Platforms like Pandora, Spotify, and Shazam know a lot about their millions of users. How does this vast amount of data impact the relationship between marketing and music?
Music services like Pandora, Spotify, and Shazam can be a goldmine of information for brands interested in targeting segmented audiences for advertising. These platforms have millions of users and as a result collect innumerable data about them.
For marketers, it’s not just the quantity of data, but the quality. Streaming platforms acquire demographic information when users sign up, as well as location data from their mobile devices. They can also look at users’ taste in music and draw conclusions about who they are, what they’re interested in, and the context of their listening.
“I can tell you with certainty whether you’ve got a 20-year-old male at 5 p.m. on Thursday afternoon who’s about to go for a run,” says Jeff Levick, chief business officer at Spotify. “It’s a great opportunity for us to match brands who want to reach people going for a run, in the car, marking dinner.”
People who stream music are incredibly valuable to marketers, as they’re twice as likely to advocate and feel emotionally connected to brands, according to Spotify’s global Brand Impact Study from earlier this month. Surveying 4,500 people in nine countries, the comScore-administered study looked at the music-streaming services and devices respondents used, and their feelings toward 200 brands.

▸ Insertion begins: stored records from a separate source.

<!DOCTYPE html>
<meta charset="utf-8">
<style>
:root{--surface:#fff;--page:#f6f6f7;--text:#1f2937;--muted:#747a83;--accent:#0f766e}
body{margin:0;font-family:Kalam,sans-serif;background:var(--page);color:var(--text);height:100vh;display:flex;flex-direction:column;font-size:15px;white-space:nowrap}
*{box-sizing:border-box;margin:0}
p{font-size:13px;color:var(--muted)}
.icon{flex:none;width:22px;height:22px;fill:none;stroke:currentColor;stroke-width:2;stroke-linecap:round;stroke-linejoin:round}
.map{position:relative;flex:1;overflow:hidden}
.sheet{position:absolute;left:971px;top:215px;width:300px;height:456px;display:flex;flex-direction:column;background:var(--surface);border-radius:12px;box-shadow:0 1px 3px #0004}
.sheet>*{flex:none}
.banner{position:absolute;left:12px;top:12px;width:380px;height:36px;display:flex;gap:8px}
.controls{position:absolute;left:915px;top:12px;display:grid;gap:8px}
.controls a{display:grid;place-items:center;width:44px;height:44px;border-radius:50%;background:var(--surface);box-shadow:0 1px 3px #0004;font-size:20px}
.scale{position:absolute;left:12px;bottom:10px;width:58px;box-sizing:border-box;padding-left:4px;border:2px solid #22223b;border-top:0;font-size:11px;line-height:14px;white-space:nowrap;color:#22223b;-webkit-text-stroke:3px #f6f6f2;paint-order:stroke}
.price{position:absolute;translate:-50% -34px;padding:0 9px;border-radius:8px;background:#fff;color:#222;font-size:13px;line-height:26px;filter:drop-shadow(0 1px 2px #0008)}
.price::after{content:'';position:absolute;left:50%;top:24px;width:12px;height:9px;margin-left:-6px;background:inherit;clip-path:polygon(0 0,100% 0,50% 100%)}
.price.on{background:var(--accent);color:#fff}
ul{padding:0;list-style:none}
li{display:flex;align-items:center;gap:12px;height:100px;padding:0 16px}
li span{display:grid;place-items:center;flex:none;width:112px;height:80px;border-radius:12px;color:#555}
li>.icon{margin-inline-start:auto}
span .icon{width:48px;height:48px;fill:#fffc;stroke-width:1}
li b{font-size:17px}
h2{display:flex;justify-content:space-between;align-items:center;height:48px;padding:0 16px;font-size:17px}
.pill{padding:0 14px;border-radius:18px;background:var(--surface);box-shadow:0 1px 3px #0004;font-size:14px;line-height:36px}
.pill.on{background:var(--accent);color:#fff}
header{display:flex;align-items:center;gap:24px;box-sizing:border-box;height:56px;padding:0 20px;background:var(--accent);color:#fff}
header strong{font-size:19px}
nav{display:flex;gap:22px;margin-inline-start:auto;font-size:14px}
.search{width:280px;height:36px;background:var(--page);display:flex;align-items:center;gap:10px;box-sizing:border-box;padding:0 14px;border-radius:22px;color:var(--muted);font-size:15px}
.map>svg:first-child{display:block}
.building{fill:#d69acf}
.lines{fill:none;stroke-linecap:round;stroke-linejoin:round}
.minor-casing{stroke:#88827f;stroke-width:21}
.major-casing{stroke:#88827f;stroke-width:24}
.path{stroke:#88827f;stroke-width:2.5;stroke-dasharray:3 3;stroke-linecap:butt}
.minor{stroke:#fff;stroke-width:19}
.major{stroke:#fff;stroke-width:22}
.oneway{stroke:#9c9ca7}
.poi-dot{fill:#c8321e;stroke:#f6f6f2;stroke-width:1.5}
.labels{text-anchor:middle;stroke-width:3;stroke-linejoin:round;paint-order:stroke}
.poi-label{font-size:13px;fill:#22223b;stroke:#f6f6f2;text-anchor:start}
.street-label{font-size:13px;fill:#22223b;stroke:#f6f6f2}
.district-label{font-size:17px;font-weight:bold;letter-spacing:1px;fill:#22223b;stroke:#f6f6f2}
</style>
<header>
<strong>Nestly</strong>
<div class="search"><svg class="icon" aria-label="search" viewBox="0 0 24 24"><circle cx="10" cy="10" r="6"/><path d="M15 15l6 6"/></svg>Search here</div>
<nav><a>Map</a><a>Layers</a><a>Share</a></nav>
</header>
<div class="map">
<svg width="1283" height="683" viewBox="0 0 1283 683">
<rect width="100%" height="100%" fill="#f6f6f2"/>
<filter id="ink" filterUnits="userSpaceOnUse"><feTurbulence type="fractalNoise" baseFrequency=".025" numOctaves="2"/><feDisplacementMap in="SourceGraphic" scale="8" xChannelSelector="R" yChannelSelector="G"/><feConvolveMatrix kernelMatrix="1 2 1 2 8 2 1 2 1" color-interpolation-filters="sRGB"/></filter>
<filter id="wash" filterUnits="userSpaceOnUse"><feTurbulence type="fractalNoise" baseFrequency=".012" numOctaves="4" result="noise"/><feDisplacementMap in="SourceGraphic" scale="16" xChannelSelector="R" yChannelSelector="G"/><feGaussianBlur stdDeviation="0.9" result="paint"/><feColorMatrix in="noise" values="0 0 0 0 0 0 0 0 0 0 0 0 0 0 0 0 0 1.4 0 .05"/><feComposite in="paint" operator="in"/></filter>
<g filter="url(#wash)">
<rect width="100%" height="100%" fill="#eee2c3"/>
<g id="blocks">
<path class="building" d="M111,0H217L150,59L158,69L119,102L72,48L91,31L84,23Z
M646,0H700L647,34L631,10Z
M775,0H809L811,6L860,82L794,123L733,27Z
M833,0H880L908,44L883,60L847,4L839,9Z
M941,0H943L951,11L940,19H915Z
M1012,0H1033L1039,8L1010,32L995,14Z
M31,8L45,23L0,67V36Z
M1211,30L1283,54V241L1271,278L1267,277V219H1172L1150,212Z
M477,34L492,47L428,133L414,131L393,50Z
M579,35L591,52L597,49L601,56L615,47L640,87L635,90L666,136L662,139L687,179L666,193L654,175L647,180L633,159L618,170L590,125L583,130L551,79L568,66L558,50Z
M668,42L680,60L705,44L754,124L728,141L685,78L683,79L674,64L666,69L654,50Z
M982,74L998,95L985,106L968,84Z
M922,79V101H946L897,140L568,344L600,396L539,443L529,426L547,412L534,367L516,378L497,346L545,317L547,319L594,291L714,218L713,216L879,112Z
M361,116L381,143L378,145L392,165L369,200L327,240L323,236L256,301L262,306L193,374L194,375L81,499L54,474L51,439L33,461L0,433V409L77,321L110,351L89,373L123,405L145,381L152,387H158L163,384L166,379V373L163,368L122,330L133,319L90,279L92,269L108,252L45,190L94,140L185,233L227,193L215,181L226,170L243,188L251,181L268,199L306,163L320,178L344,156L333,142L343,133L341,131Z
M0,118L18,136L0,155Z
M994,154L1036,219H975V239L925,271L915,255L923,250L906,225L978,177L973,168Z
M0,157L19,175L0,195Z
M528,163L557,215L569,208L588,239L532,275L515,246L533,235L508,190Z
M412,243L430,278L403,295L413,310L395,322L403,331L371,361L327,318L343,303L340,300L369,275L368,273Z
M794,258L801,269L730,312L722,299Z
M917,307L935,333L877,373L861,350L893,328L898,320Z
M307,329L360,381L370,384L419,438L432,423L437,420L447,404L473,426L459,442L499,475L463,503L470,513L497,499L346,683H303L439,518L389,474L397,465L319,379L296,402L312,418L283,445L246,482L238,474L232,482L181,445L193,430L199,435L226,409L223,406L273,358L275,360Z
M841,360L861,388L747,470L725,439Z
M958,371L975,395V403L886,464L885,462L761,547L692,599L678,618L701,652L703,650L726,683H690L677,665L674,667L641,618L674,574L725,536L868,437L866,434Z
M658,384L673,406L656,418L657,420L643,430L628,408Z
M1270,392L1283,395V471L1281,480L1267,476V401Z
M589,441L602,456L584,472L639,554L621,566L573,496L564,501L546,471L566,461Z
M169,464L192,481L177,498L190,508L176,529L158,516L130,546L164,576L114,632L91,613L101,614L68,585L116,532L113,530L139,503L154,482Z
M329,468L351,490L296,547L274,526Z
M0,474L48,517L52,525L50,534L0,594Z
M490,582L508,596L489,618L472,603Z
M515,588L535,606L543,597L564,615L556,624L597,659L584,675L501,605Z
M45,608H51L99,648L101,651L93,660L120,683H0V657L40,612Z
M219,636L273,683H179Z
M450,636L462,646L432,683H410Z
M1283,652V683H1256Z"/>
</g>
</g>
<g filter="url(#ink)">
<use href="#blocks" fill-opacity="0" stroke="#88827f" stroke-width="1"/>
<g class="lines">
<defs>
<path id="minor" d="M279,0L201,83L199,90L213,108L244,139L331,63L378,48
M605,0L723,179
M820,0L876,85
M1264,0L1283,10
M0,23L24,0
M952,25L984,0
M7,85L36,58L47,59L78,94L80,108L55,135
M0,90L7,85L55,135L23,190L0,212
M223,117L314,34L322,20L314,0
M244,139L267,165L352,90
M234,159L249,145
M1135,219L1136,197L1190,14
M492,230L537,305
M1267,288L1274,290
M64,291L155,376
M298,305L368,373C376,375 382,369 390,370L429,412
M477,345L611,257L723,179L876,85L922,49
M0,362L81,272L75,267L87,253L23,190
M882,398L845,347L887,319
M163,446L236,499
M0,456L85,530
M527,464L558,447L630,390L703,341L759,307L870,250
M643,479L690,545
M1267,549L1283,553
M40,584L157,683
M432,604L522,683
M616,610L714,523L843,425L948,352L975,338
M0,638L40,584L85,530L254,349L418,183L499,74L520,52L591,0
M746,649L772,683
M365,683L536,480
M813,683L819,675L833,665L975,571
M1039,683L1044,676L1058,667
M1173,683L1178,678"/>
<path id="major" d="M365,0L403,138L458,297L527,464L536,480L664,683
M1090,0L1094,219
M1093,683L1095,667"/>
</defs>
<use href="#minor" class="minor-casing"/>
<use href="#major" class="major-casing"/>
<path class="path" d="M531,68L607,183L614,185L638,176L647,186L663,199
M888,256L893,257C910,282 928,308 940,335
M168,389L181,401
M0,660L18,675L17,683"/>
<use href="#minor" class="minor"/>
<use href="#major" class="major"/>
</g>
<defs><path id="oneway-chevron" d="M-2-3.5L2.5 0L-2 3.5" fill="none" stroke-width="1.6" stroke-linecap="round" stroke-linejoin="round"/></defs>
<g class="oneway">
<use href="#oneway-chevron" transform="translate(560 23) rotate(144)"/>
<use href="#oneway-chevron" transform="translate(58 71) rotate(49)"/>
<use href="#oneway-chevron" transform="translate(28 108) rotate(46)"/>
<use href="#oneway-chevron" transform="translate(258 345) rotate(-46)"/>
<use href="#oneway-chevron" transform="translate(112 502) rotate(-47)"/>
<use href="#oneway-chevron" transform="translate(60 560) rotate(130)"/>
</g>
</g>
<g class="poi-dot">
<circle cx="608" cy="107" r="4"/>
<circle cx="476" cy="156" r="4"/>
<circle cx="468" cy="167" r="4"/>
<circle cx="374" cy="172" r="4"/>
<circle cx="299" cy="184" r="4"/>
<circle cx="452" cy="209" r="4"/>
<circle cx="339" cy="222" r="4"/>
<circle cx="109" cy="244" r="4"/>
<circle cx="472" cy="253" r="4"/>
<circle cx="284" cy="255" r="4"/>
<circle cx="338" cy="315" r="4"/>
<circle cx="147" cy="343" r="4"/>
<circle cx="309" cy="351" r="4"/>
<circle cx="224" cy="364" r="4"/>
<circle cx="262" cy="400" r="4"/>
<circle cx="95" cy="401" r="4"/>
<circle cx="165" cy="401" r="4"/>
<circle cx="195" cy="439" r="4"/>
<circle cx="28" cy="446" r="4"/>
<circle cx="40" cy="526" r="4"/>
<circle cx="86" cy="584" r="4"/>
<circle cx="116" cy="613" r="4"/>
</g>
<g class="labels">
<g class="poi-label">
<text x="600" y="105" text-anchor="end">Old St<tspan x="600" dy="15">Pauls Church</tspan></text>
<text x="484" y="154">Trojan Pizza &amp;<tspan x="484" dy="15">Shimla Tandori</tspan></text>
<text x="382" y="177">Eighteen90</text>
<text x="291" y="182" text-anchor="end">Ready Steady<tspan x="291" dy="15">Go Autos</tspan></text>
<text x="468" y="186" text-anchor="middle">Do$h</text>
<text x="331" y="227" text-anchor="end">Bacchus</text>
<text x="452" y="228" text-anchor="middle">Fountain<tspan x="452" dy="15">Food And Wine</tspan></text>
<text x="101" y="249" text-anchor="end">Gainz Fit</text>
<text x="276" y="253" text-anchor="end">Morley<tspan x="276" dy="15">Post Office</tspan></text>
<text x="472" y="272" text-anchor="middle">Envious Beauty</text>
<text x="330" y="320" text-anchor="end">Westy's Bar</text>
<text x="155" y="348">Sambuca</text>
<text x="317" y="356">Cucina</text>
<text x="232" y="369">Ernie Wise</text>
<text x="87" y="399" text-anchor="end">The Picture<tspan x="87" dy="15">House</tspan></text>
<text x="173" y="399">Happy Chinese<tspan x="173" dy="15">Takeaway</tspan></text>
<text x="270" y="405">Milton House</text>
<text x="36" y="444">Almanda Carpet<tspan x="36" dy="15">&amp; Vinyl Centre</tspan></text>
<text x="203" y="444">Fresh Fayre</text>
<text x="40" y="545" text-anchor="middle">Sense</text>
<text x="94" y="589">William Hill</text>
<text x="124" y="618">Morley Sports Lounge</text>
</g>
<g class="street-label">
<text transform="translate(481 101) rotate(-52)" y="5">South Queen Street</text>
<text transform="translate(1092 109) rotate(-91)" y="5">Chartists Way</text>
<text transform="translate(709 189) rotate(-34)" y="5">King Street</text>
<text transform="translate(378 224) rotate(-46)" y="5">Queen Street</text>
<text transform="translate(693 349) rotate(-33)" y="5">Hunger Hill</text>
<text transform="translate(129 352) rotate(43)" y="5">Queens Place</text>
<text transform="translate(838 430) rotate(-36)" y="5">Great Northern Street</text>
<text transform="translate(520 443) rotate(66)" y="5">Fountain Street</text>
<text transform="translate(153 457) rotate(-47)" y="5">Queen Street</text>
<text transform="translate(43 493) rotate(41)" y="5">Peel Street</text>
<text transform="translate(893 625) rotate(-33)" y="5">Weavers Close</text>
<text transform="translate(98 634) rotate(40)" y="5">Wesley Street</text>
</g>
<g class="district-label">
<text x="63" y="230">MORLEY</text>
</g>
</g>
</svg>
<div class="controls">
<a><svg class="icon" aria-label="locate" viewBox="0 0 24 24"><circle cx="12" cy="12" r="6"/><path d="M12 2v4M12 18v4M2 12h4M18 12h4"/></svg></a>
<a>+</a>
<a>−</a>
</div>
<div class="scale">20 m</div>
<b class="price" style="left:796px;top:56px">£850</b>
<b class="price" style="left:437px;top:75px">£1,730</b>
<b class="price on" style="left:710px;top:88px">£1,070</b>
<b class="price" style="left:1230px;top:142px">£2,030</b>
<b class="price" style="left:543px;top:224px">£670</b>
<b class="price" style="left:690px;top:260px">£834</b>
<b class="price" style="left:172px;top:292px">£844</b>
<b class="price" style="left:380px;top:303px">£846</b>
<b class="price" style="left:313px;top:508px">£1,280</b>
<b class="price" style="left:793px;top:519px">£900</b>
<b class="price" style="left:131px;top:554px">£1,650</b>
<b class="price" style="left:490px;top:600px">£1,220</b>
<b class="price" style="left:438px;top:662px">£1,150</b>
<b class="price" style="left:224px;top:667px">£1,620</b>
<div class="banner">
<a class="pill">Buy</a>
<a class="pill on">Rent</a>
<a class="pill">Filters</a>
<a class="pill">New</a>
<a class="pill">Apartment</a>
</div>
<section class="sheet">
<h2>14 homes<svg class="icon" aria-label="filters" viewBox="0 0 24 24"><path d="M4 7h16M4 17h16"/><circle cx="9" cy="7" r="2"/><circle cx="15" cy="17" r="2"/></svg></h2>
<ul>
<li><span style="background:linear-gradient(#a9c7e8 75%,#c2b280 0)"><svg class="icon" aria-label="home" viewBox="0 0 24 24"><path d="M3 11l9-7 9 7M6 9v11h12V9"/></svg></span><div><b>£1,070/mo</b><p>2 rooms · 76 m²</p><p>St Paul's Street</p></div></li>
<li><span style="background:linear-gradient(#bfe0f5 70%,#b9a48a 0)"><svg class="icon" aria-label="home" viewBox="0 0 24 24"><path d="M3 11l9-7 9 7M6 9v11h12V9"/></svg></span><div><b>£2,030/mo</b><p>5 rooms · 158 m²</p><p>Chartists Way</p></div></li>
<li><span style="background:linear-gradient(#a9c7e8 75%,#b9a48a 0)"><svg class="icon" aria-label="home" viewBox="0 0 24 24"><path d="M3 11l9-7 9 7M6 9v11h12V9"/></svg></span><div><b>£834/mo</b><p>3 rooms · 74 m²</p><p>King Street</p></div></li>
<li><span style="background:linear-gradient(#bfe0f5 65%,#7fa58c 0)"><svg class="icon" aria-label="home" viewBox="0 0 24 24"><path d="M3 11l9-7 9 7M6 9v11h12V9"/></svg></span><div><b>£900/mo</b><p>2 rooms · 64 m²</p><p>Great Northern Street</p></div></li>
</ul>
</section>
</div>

The study found that streamers are significantly more likely to recommend a brand, consider a brand trustworthy, be willing to pay more for a specific brand, and feel that a specific brand is the only one for them. Because streaming music is inherently more active than listening to a preprogrammed CD or the radio, Levick believes the people who do it are more open to content.
“Streamers love content,” Levick says. “By virtue of that, they’re more likely to watch TV or watch movies or do these things online.”
According to the study, streamers tend to shop more, both online and in-store. While they’re in stores, millions of consumers hear unfamiliar songs and use Shazam, another platform with troves of data.
Simply by seeing what people Shazam, the music-identification app can predict the Billboard Hot 100 list 43 days in advance, see what’s trending where, and identify which commercials and scenes in TV shows inspire people to use the app, knowledge marketers would love to have.
“Shazam plays a huge role [in music marketing] because it becomes that ID point, that mirror to show people are reacting,” says Peter Szabo, head of music and west ad sales at Shazam.
“As hard as it is to break a song on the radio, it’s been even more difficult to get a song in a commercial or on a TV show,” Szabo continues. “The brands know music can help set the vibe for their commercial, but now artists are embracing it – that’s the big shift.”
Brands and artists both recognize the value of music-platform data, creating a mutually beneficial relationship where each helps increase the other’s stock. As time goes on and technology becomes more sophisticated, more personalization and refined targeting will eventually follow.
Jack Krawczyk, director of product management at Pandora, believes that because no two users are the same, no two users should have the same experience.
“The advertising world has been built on the concept of advertising toward a synchronized user experience,” Krawczyk says. “Personalization drives us away from a world of one size fits all into a world where I experience things that are truly reflective of who I am as an individual.”